● **Your objective**: Give a single number in reply. It is the count of lines below that contain the string "nowrap".

● **Dataset excerpts**:
▼▼▼

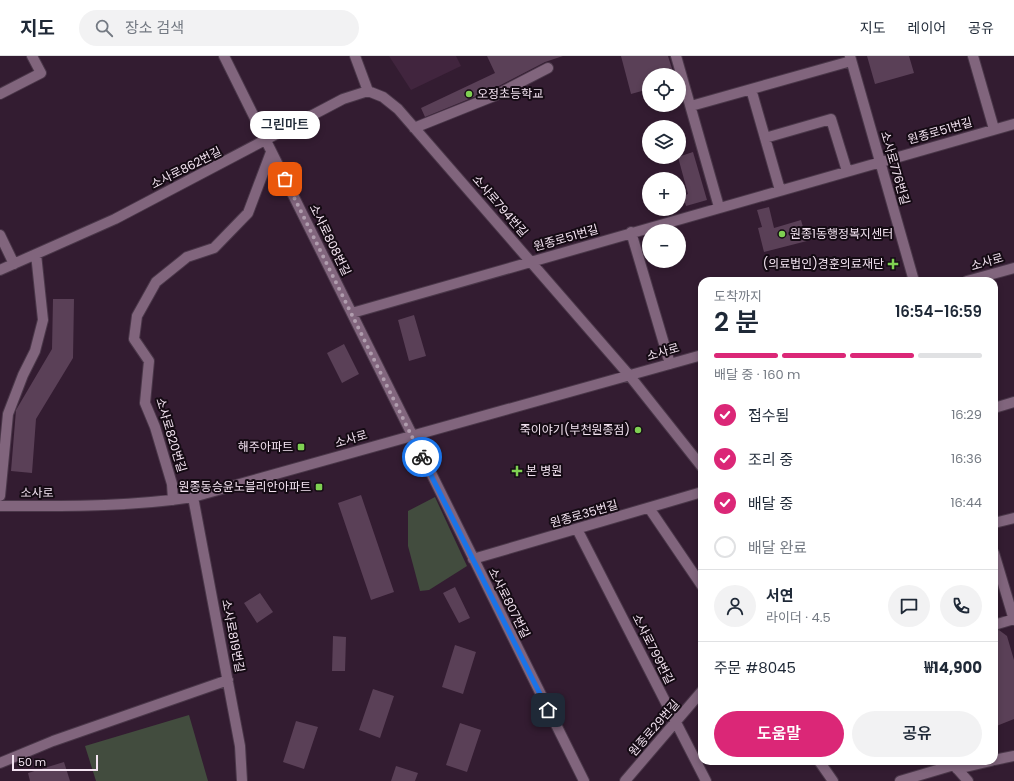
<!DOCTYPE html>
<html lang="ko">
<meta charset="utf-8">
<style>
:root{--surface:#fff;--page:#f2f2f3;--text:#1f2937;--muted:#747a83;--line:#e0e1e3;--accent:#db2777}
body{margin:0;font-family:Poppins,"Noto Sans KR",sans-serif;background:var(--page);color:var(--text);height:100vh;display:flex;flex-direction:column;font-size:15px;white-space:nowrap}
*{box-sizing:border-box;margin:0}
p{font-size:13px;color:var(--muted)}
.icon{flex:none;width:22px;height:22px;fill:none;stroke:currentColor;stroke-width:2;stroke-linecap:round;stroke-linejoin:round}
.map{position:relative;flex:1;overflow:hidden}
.drawer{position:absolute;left:698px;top:221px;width:300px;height:488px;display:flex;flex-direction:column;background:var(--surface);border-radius:12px;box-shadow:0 2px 6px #0003}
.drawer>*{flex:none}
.buttons{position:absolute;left:642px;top:12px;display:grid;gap:8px}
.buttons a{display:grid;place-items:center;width:44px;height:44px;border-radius:50%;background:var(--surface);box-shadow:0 2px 6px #0003;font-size:20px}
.scale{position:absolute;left:12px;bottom:10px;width:86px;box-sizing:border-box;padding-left:4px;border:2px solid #f3e3f1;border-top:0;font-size:11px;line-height:14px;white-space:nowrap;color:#f3e3f1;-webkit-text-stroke:3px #150b14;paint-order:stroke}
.pin{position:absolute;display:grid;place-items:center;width:34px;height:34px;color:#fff;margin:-17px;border-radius:8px;box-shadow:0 2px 6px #0006}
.courier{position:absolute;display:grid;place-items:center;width:40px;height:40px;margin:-20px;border:3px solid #1a73e8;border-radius:50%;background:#fff;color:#222;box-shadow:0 1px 5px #0007}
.bubble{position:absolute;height:28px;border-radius:14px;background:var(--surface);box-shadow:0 2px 6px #0003;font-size:13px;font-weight:600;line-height:28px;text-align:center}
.head em{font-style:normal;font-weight:600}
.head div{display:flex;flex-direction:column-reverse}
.head{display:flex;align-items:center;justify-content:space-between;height:68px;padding:0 16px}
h1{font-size:26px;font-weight:600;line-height:30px}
.bar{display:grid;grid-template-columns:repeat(4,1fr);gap:6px 4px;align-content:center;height:48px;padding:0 16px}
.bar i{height:5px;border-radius:3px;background:var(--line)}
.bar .selected{background:var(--accent)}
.bar p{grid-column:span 4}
.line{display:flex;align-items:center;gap:10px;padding:0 16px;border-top:1px solid var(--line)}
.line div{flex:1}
.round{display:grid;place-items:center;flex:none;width:42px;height:42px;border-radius:21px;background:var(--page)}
ol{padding:0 16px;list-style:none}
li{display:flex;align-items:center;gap:12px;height:44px}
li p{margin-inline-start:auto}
li .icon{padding:4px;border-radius:50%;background:var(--accent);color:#fff;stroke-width:4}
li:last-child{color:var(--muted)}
li i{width:22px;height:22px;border:2px solid var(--line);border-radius:50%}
.button{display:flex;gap:8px;margin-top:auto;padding:8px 16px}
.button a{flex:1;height:46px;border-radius:24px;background:var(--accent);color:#fff;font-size:16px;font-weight:600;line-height:46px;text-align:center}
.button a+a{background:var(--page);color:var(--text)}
header{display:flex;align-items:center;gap:24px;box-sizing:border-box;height:56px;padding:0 20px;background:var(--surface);border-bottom:1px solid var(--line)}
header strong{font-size:19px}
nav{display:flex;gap:22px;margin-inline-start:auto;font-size:14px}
.search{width:280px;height:36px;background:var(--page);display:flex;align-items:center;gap:10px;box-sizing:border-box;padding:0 14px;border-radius:22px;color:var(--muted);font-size:15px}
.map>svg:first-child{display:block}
</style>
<header>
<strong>지도</strong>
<div class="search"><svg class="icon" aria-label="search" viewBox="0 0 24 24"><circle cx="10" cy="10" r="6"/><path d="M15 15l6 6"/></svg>장소 검색</div>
<nav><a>지도</a><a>레이어</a><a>공유</a></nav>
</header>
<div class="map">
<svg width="1014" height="725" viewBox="0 0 1014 725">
<rect width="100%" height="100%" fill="#331c31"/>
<path fill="#41253e" d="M389 0H456L461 10 411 34Z"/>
<path fill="#424c3e" d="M435 441 467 510 429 534 420 535 408 490V455Z
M189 659 208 725H96L85 690Z"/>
<path fill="#5a4057" d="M487 0H563L545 6 491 34 425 61 421 52 495 17Z
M621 0H668L674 19H649V33L631 38Z
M867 0H909L914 17 875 28Z
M693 96 707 144 686 150 683 140 688 138 678 101Z
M769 151 774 172 801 164 807 185 764 196 758 172 762 171 757 154Z
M53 243H74L73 302 36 363 32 417 11 415 16 354 52 293Z
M414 259 426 300 409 305 398 264Z
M344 288 359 318 342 327 327 297Z
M361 439 394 536 371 544 338 447Z
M455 531 470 562 459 567 443 537Z
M260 537 273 556 257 567 244 547Z
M999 574 1007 580 1014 604V663L994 671V575Z
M333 580 346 581 345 615H332Z
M455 589 476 596 463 638 442 631Z
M373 633 394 640 380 682 359 674Z
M296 665 318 671 304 713 283 706Z
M460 667 481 674 467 716 446 709Z
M64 706 70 725H30L28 717Z
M396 710 418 717 415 725H391Z"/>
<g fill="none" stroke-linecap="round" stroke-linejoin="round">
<g stroke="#4a3749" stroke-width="12">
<path id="minor" d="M224 0 584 725
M355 0 368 35
M676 0 719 151
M850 0 914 225
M973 0 994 73
M751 33 780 134
M368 35 383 41 398 53 629 319 702 411
M0 38 41 17 32 0
M691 50 851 5
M414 72 494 40 548 12
M765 82 831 63 847 115
M631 176 670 308
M0 179 14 208
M0 214 115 163 343 43 368 35
M967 225 1014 212
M352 257 1014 68
M994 352 1014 346
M0 440 8 358 23 319 35 295 43 264 36 198
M193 441 240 690 242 725
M173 444 172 428 155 371 145 347 149 305 134 283 137 260 156 226 187 201 214 192 248 157 271 96
M0 450C64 450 129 451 193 441L702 299
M649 452 702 530
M994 467 1014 462
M577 473 706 725
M994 497 1014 564
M473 503 702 436
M994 569 1014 563
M994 704 1014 700
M819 705 833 725
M0 707 53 685 228 624
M953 708 968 725
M957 713 991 705
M625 725 702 635
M900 725 954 709"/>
</g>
<use href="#minor" stroke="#81657d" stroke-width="10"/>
</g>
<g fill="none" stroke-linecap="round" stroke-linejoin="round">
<path stroke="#b09dae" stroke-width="4" stroke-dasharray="0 7.2" d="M285 123 422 401"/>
<path stroke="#1a73e8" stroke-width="5" d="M422 401 548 654"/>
</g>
<g fill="#7fd052" stroke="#150b14" stroke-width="1.5">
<circle cx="469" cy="38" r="4"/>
<circle cx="782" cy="178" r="4"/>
<path d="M891 202h4v4h4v4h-4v4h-4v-4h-4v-4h4z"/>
<circle cx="638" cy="374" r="4"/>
<rect x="297" y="387" width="8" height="8" rx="2"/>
<path d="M515 409h4v4h4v4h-4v4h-4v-4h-4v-4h4z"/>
<rect x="315" y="427" width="8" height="8" rx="2"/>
</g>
<g text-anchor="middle" stroke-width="4" stroke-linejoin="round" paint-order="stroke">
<g font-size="12" fill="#f3e3f1" stroke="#150b14" text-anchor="end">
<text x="477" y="42" text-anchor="start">오정초등학교</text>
<text x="790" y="182" text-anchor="start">원종1동행정복지센터</text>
<text x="884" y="212">(의료법인)경훈의료재단</text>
<text x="630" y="378">죽이야기(부천원종점)</text>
<text x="293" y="395">해주아파트</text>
<text x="526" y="419" text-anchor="start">본 병원</text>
<text x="311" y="435">원종동승윤노블리안아파트</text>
</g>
<g font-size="12" fill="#f3e3f1" stroke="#150b14">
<text transform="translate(940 75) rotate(-16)" y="4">원종로51번길</text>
<text transform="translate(186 112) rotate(-27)" y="4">소사로862번길</text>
<text transform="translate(895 112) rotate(74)" y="4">소사로776번길</text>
<text transform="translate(500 150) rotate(49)" y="4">소사로794번길</text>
<text transform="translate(566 182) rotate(-16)" y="4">원종로51번길</text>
<text transform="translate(330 184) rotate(64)" y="4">소사로808번길</text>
<text transform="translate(987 206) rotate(-16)" y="4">소사로</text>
<text transform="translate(663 296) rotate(-16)" y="4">소사로</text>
<text transform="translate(171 379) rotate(73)" y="4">소사로820번길</text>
<text transform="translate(351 383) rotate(-16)" y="4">소사로</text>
<text x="37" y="441">소사로</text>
<text transform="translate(584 458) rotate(-16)" y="4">원종로35번길</text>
<text transform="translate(509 547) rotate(63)" y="4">소사로807번길</text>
<text transform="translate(233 580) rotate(79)" y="4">소사로819번길</text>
<text transform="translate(653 593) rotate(63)" y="4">소사로799번길</text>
<text transform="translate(654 672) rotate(-49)" y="4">원종로29번길</text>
</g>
</g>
</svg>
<div class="buttons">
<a><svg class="icon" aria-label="locate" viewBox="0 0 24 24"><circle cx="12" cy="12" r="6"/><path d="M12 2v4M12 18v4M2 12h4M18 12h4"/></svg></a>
<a><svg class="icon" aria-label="layers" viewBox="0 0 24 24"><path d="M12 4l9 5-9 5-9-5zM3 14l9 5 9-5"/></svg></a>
<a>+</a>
<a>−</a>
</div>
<div class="scale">50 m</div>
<div class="pin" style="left:285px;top:123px;background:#ea580c"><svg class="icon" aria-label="bag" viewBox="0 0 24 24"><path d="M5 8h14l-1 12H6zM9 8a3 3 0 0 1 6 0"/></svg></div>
<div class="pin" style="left:548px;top:654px;background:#1f2937"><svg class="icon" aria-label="home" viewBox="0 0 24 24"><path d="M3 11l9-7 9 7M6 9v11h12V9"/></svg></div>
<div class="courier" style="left:422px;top:401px"><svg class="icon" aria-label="bike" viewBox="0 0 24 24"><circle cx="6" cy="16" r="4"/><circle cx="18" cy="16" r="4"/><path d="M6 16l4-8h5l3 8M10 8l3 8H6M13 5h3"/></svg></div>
<div class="bubble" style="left:250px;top:55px;width:70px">그린마트</div>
<section class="drawer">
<div class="head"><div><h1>2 분</h1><p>도착까지</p></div><em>16:54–16:59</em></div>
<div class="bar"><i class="selected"></i><i class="selected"></i><i class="selected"></i><i></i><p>배달 중 · 160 m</p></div>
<ol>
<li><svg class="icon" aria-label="check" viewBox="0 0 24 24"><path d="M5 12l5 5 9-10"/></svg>접수됨<p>16:29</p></li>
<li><svg class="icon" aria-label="check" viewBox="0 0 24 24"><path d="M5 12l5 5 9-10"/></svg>조리 중<p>16:36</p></li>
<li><svg class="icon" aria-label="check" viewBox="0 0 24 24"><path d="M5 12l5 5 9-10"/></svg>배달 중<p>16:44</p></li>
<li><i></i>배달 완료</li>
</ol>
<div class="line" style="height:72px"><a class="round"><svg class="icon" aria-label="person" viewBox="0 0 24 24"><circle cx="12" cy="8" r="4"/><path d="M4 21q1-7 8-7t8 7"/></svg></a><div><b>서연</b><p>라이더 · 4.5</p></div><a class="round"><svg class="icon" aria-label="chat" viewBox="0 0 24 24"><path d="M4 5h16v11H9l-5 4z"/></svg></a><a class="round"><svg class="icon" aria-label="phone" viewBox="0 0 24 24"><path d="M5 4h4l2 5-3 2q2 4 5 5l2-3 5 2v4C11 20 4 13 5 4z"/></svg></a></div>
<div class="line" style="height:52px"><div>주문 #8045</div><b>₩14,900</b></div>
<div class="button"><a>도움말</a><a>공유</a></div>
</section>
</div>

▲▲▲

● **Your solution**: 2